Task item => Extract every record, exactly as written, and ignore the pictures.

Dataset records =>

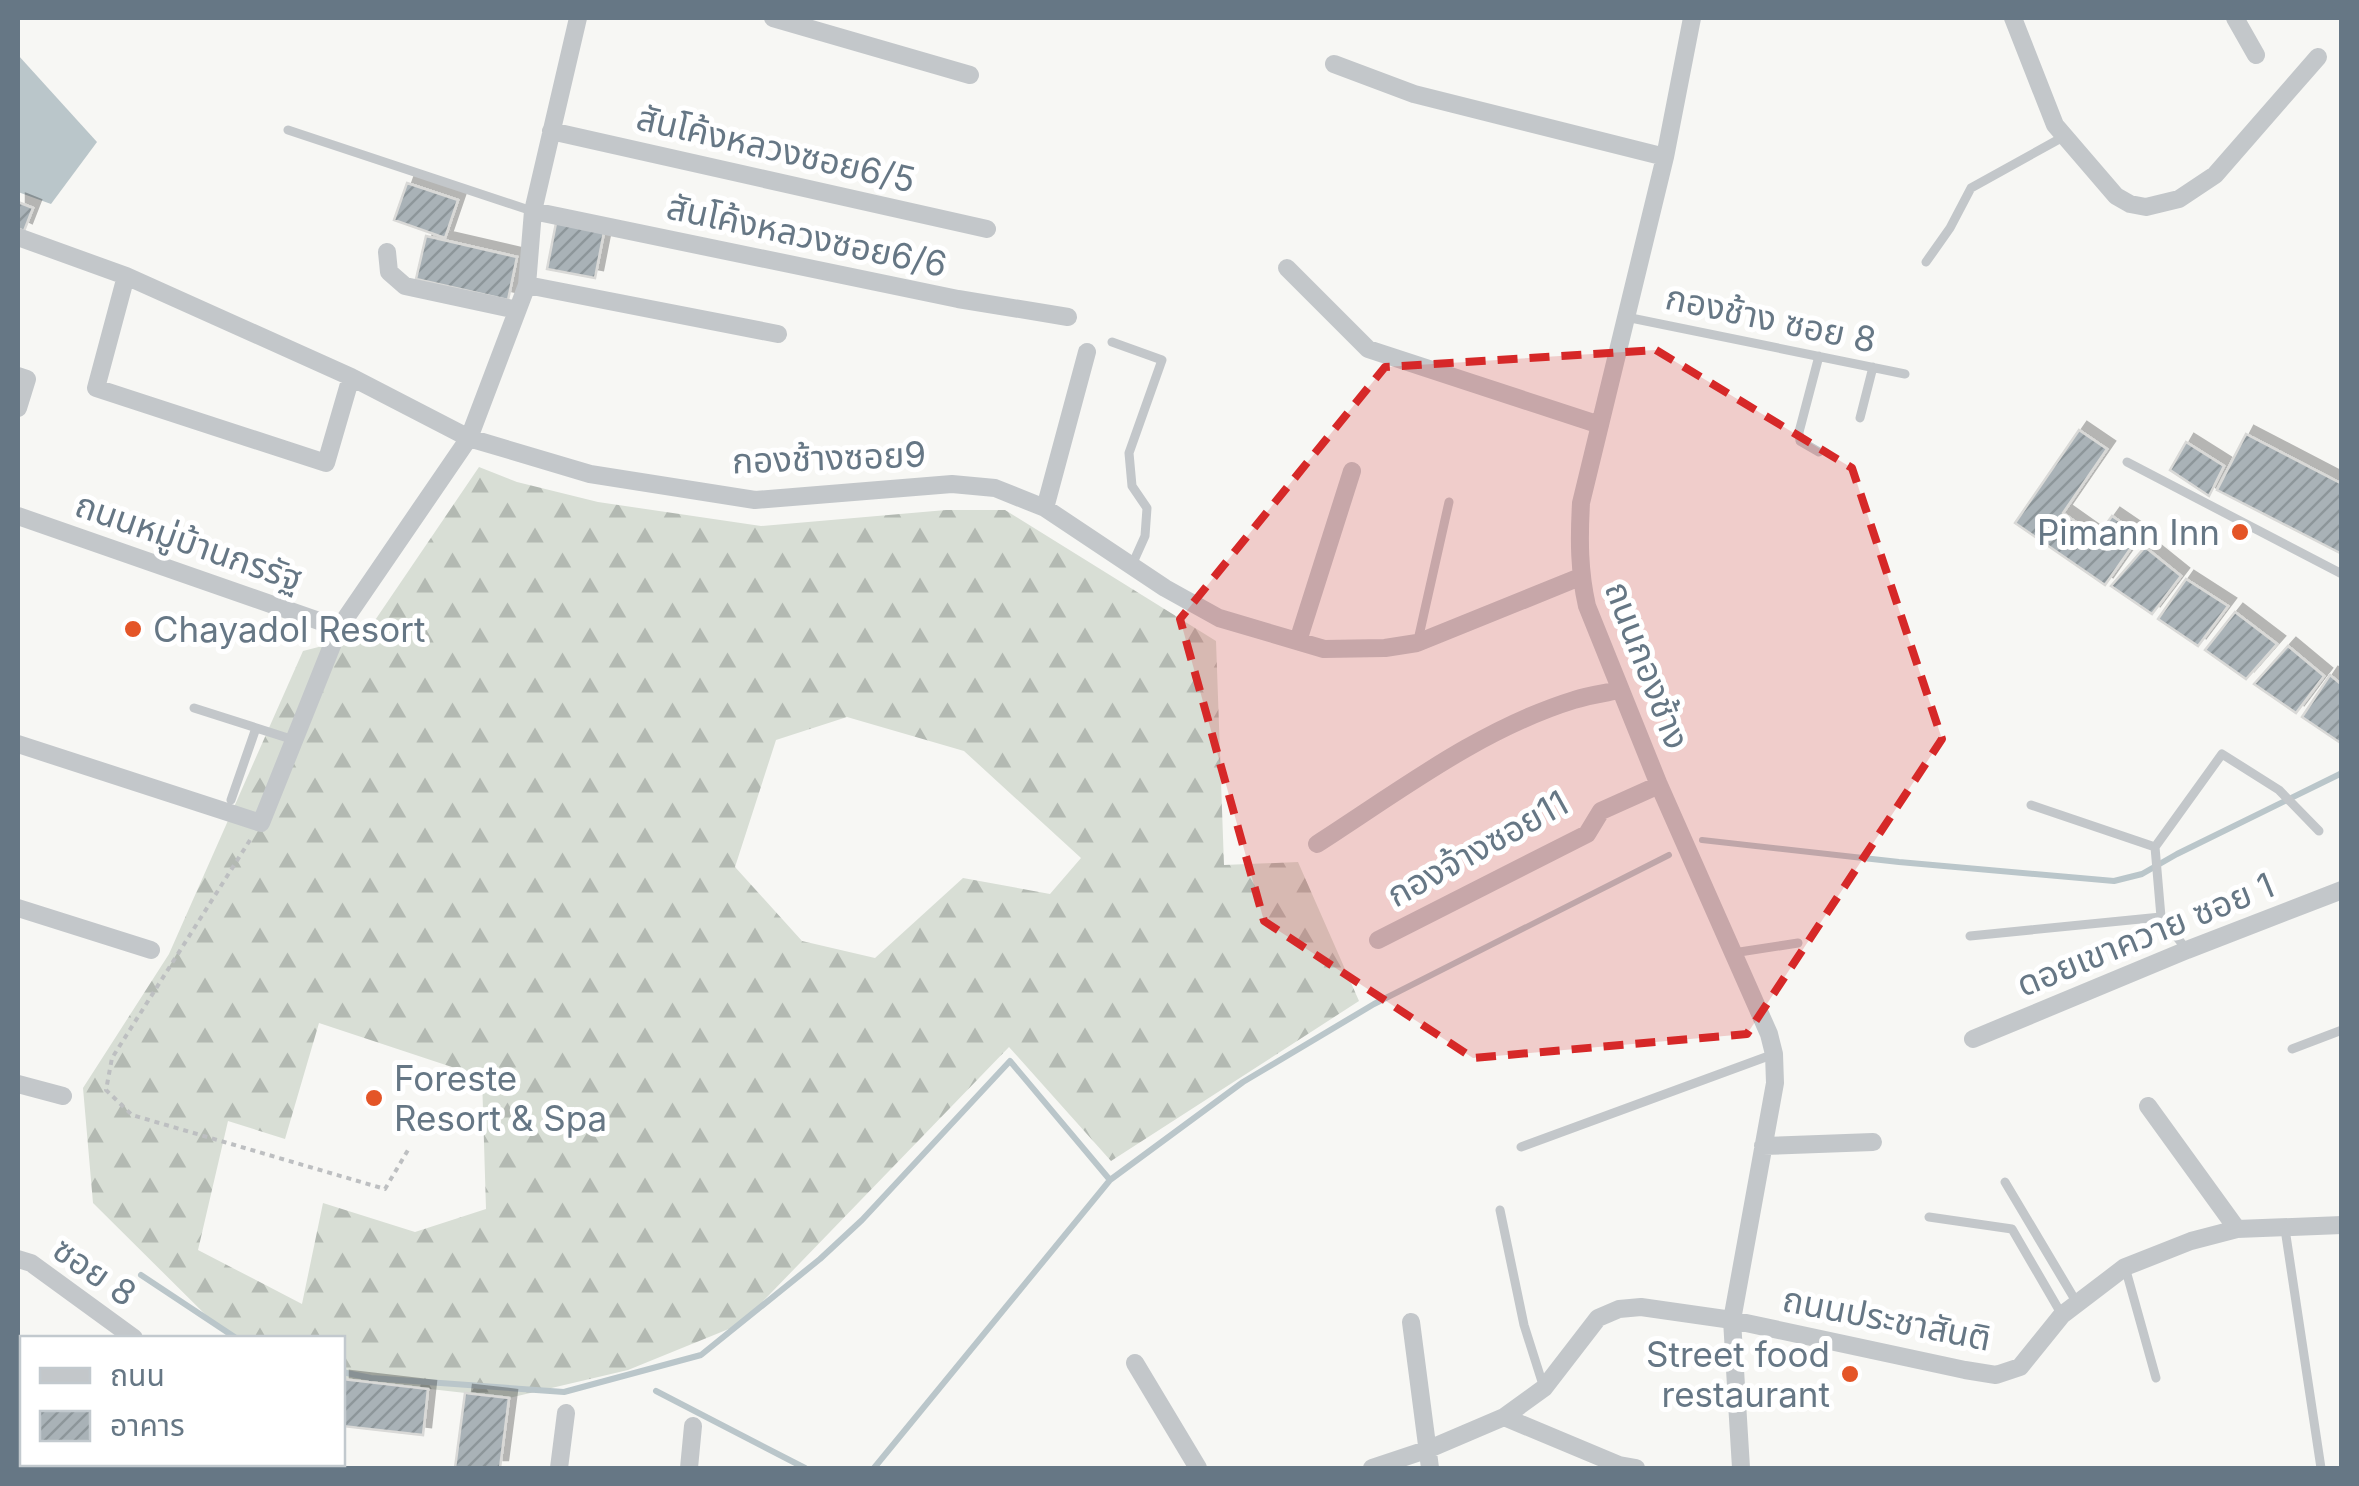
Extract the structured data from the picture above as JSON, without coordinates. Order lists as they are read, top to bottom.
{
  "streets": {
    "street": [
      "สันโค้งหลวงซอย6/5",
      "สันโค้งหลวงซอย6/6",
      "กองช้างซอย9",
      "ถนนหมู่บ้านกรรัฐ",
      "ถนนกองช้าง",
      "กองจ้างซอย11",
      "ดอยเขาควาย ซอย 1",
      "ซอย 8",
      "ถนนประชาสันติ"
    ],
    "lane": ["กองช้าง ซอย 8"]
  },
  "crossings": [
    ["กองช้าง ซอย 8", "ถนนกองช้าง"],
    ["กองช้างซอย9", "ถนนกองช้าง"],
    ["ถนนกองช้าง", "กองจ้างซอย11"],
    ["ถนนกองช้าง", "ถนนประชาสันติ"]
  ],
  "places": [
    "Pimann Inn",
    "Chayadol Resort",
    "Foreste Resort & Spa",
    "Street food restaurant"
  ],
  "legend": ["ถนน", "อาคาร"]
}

Output of the exercise =>
Extract the structured data from the picture above as JSON, without coordinates. Order lists as they are read, top to bottom.
{
  "streets": {
    "street": [
      "สันโค้งหลวงซอย6/5",
      "สันโค้งหลวงซอย6/6",
      "กองช้างซอย9",
      "ถนนหมู่บ้านกรรัฐ",
      "ถนนกองช้าง",
      "กองจ้างซอย11",
      "ดอยเขาควาย ซอย 1",
      "ซอย 8",
      "ถนนประชาสันติ"
    ],
    "lane": ["กองช้าง ซอย 8"]
  },
  "crossings": [
    ["กองช้าง ซอย 8", "ถนนกองช้าง"],
    ["กองช้างซอย9", "ถนนกองช้าง"],
    ["ถนนกองช้าง", "กองจ้างซอย11"],
    ["ถนนกองช้าง", "ถนนประชาสันติ"]
  ],
  "places": [
    "Pimann Inn",
    "Chayadol Resort",
    "Foreste Resort & Spa",
    "Street food restaurant"
  ],
  "legend": ["ถนน", "อาคาร"]
}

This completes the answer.